窦冲单膝跪下,行了个重重的军礼,转身大步离去,走到便殿门槛时忽然停住了,回头看了一眼坐榻上的苻坚——苻坚靠在坐榻上,闭着眼睛,像一个被掏空了内瓤的空壳。

窦冲张了张嘴,最终什么也没说,跨过门槛走了。

当日午后,窦冲的亲兵便扛着左将军的军令,在长安城内挨家挨户敲开了豪族的大门。

收编私兵的过程并不顺利——杜氏、韦氏、皇甫氏这些大族,还有好些个氐人权贵,谁愿意把自家养了几十年的私兵交出去?

但到了眼下这般境地,窦冲自然无所顾忌,脾气比他们的门板还硬,他亲自上门的那些大族,没有一个人敢说半个不字。

傍晚时分,窦冲率军出城。

他的大纛从长安西门列队而出,后面跟着本部精兵和各豪族的私兵,队伍拖了将近三里路。后长安城南门外的细柳原扎下营寨,与阿房宫的鲜卑大营遥遥相望,像一把新的刀,插进了关中的棋局。

而窦冲走了之后的长安城,安静得让人心里发慌。

守城的兵丁少了七成,城墙上的烽火台十座只有三座还亮着火光。夜里起了风,吹得城头的旗杆发出呜呜的响声,像是在哭。

新兴侯府,有一扇窗户在半夜亮起了灯。

灯下坐着一个面容白皙的中年男人,他的嘴角急出了几颗燎泡——不是第一次了,每次遇上大事,他的嘴就会起泡。

他手里捏着一片竹简,竹简上只写了四个字:城中空虚。

慕容暐将竹简凑到灯火前点燃了,看着它烧成一团灰烬,手是抖的,但嘴角是弯的。

他在黑暗中等了这么些年,等的就是这一刻,他虽然不聪慧,但慕容冲围城之后,死亡的恐惧味道他不可能闻不到,只能尽力将自己蜷缩在不为人知的阴影里,祈祷不被别人记起。

理论上,他还是城外叛军的皇帝,殊为可笑。

……

神禾塬上,姜瑜如约召集了军议。

大帐还是昨夜那座大帐,舆图还是那幅舆图,但帐中的气氛和昨夜截然不同,昨夜是紧急应变的紧张,今日是从容布阵的沉静。

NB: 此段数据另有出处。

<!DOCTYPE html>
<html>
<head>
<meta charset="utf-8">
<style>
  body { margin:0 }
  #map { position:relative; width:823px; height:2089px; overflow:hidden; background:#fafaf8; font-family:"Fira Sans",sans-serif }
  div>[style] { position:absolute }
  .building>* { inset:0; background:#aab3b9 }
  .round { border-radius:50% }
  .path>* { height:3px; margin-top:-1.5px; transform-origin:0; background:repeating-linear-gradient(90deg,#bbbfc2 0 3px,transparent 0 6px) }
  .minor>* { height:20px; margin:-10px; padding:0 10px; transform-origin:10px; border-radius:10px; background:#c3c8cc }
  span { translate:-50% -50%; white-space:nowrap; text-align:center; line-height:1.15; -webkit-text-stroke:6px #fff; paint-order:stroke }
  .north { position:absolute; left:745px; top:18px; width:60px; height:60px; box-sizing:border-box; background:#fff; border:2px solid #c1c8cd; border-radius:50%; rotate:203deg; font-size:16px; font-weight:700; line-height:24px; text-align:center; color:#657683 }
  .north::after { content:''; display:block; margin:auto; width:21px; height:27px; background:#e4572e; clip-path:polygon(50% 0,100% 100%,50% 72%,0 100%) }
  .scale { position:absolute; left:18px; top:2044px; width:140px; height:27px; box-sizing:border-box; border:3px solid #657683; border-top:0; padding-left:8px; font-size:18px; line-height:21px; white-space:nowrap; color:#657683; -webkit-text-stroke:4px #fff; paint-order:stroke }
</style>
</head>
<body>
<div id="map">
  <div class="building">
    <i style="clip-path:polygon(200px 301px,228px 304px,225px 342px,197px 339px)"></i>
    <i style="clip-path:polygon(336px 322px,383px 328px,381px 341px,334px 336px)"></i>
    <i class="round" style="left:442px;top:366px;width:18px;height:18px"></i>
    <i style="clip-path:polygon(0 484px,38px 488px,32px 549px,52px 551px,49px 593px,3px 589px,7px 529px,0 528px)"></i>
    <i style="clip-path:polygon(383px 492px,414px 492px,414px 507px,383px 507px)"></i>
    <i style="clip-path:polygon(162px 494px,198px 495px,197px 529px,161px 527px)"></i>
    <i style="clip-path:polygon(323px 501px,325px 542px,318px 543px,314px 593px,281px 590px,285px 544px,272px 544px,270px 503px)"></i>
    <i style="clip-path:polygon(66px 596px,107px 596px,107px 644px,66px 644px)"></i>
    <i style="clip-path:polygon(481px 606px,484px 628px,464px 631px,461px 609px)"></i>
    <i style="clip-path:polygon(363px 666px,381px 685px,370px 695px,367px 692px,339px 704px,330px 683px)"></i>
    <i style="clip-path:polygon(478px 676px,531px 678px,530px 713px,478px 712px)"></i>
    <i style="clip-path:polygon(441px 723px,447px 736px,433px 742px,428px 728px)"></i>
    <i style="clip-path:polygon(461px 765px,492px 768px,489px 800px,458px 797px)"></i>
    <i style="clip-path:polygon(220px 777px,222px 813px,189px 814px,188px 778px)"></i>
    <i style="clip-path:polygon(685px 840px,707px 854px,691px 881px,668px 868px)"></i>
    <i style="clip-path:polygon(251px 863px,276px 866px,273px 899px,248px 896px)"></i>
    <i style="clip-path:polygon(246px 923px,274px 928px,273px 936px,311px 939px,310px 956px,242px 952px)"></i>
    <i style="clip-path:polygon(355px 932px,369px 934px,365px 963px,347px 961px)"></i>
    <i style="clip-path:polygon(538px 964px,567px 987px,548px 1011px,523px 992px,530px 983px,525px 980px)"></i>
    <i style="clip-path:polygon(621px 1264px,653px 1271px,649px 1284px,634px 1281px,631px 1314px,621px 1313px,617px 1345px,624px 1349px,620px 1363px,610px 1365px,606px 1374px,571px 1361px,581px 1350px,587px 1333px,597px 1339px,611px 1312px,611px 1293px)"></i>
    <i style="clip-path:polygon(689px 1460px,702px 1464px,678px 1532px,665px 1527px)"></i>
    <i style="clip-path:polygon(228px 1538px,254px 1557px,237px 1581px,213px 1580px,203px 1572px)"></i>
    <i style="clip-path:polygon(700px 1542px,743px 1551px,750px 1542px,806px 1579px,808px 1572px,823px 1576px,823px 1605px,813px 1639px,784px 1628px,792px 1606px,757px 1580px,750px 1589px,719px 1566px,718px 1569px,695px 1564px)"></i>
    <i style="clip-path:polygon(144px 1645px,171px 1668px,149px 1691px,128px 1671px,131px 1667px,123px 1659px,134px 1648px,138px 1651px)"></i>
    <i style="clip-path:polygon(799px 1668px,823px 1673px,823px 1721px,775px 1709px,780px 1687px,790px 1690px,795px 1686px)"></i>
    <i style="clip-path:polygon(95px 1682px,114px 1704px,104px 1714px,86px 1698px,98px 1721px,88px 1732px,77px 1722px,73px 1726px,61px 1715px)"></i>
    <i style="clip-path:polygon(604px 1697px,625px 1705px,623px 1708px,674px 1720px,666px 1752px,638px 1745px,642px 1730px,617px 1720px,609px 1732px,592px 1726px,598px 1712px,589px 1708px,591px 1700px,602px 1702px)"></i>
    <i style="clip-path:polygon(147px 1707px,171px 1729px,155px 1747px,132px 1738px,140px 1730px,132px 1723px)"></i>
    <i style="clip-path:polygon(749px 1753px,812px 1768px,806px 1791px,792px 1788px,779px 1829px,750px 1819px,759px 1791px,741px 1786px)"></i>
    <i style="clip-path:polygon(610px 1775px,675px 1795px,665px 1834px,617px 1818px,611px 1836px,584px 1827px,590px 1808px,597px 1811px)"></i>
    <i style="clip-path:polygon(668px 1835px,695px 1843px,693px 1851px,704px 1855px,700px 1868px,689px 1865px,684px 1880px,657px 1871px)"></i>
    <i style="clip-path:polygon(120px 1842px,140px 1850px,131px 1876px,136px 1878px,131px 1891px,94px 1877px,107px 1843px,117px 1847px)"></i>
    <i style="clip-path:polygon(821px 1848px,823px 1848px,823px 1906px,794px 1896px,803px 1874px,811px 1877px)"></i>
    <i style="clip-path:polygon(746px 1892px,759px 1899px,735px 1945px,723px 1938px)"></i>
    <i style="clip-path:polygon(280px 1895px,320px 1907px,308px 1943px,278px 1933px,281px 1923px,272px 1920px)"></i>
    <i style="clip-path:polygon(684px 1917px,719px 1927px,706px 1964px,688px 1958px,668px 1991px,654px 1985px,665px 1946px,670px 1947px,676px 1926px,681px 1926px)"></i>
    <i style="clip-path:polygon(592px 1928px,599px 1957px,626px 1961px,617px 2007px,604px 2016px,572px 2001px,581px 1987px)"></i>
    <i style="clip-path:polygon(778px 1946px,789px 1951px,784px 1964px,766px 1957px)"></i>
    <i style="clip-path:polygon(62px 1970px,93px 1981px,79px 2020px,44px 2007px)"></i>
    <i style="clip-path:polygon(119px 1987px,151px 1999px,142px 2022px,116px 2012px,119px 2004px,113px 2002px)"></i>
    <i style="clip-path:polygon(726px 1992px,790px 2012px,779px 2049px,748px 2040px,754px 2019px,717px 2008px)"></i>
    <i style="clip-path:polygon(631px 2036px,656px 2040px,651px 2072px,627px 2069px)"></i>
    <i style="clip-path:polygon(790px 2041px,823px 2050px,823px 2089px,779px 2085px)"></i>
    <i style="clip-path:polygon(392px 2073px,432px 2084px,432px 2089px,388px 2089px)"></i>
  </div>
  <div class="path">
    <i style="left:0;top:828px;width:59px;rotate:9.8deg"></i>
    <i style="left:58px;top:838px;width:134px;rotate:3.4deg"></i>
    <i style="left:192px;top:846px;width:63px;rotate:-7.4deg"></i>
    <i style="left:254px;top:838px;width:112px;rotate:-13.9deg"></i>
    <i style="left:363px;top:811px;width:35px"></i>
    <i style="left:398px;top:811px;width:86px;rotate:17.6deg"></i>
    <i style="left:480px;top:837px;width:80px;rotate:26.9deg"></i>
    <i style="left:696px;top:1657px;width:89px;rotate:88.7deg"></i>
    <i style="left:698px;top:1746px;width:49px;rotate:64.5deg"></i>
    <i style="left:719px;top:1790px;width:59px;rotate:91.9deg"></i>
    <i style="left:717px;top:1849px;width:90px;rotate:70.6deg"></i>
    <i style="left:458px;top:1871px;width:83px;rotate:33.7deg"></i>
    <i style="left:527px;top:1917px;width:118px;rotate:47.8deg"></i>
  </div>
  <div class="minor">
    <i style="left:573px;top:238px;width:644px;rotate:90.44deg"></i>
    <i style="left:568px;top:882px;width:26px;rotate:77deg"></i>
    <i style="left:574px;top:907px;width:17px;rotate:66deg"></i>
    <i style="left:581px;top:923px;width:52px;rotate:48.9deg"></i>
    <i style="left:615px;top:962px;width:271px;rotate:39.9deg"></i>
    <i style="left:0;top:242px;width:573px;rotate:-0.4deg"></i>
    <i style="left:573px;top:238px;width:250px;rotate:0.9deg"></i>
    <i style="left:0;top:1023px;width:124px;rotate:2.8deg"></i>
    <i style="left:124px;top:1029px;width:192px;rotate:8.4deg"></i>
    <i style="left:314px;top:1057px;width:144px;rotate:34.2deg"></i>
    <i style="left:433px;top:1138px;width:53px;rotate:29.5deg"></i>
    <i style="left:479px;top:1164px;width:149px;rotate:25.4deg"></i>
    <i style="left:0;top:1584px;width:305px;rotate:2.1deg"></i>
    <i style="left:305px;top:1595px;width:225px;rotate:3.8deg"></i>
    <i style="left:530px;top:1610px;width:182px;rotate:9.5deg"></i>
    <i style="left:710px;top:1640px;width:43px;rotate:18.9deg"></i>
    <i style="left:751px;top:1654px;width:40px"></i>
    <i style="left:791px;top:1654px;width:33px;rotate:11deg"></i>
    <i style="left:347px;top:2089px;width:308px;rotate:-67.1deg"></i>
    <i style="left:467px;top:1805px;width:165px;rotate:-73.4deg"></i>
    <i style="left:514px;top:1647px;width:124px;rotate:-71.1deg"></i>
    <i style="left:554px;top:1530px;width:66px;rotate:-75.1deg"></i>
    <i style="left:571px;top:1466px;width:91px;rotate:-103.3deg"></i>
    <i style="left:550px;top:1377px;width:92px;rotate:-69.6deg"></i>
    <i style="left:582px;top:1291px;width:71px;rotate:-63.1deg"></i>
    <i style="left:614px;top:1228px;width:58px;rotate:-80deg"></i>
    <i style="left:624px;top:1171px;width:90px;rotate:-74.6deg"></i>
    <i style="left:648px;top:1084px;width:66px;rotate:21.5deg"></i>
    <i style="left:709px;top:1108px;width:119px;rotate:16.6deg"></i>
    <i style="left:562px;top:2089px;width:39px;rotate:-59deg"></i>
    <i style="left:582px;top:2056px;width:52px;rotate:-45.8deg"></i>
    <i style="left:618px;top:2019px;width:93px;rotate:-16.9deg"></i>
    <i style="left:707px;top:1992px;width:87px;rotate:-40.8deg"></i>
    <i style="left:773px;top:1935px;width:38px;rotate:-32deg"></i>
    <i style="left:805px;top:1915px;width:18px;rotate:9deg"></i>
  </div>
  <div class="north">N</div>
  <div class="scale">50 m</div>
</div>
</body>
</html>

诸将到齐之后,姜瑜没有坐下,他站在舆图前,背对着众人,先开了口:“昨夜的仗是赢了,但关中的仗是刚刚开始。”

他转过身来,目光从帐中诸将脸上一一扫过——姜恺、杨贵、王狄、朱墩、段索、赵焕、纪勇。尹纬坐在角落的案后,已经在竹纸上铺开了一层薄薄的墨迹。

“昨夜和景亮商谈之后,本将又独自思虑了半夜。”姜瑜的声音不疾不徐,“有一个问题,一直在脑子里转。”

“什么?”姜恺问道。

“我们把慕容冲打败了,然后呢?”

帐中一片沉默。

姜瑜走到舆图前,用手指沿着关中的边界画了一个圈:“关中,四塞之地。东有函谷,南有武关,西有散关,北有萧关。此地易守难攻,只要把住四关,谁来都不好打。”

他顿了顿:“但如果慕容冲败了,鲜卑人溃散在关中各郡县,十几万人像十几万只蝗虫一样到处乱窜,烧杀抢掠——我们要用多少人、多少年来剿灭这些散兵游勇?”

朱墩蹙眉点头:“主公说得不错,溃兵最难打——不是打不过,是打不完。”

“所以。”姜瑜的手指移到了潼关的方向,用指关节轻轻敲了一下舆图上的那个山口,“与其在关中将鲜卑人围死,不如打开一条生路,放他们东去。”

这句话一出口,帐中诸将齐齐变了脸色。

段索第一个站了起来:“主公!我们千里迢迢南下勤王,就是为了把鲜卑人赶回关东去?那——那这一路的仗不是白打了?”

“白打?”姜瑜看着他,声音沉了下来,“你告诉我,我们是来勤王的,还是来打天下的?”

段索被噎住了。

姜恺缓缓站起身来,走到舆图前,低头看了看姜瑜手指的位置,沉默了片刻,忽然说道:“一年前鲜卑起兵东归之时,天王若肯放他们出潼关,局势断不至于糜烂至此。”

姜瑜点了点头:“叔父一言中的,去年天王不放他们东归,首先是轻视对手高看自己,其次也怕鲜卑回到关东后重振旗鼓,但结果呢?困兽犹斗,鲜卑人无路可退,反而打出了死战之志,到卷珠帘,一路到了长安城下,这是教训。”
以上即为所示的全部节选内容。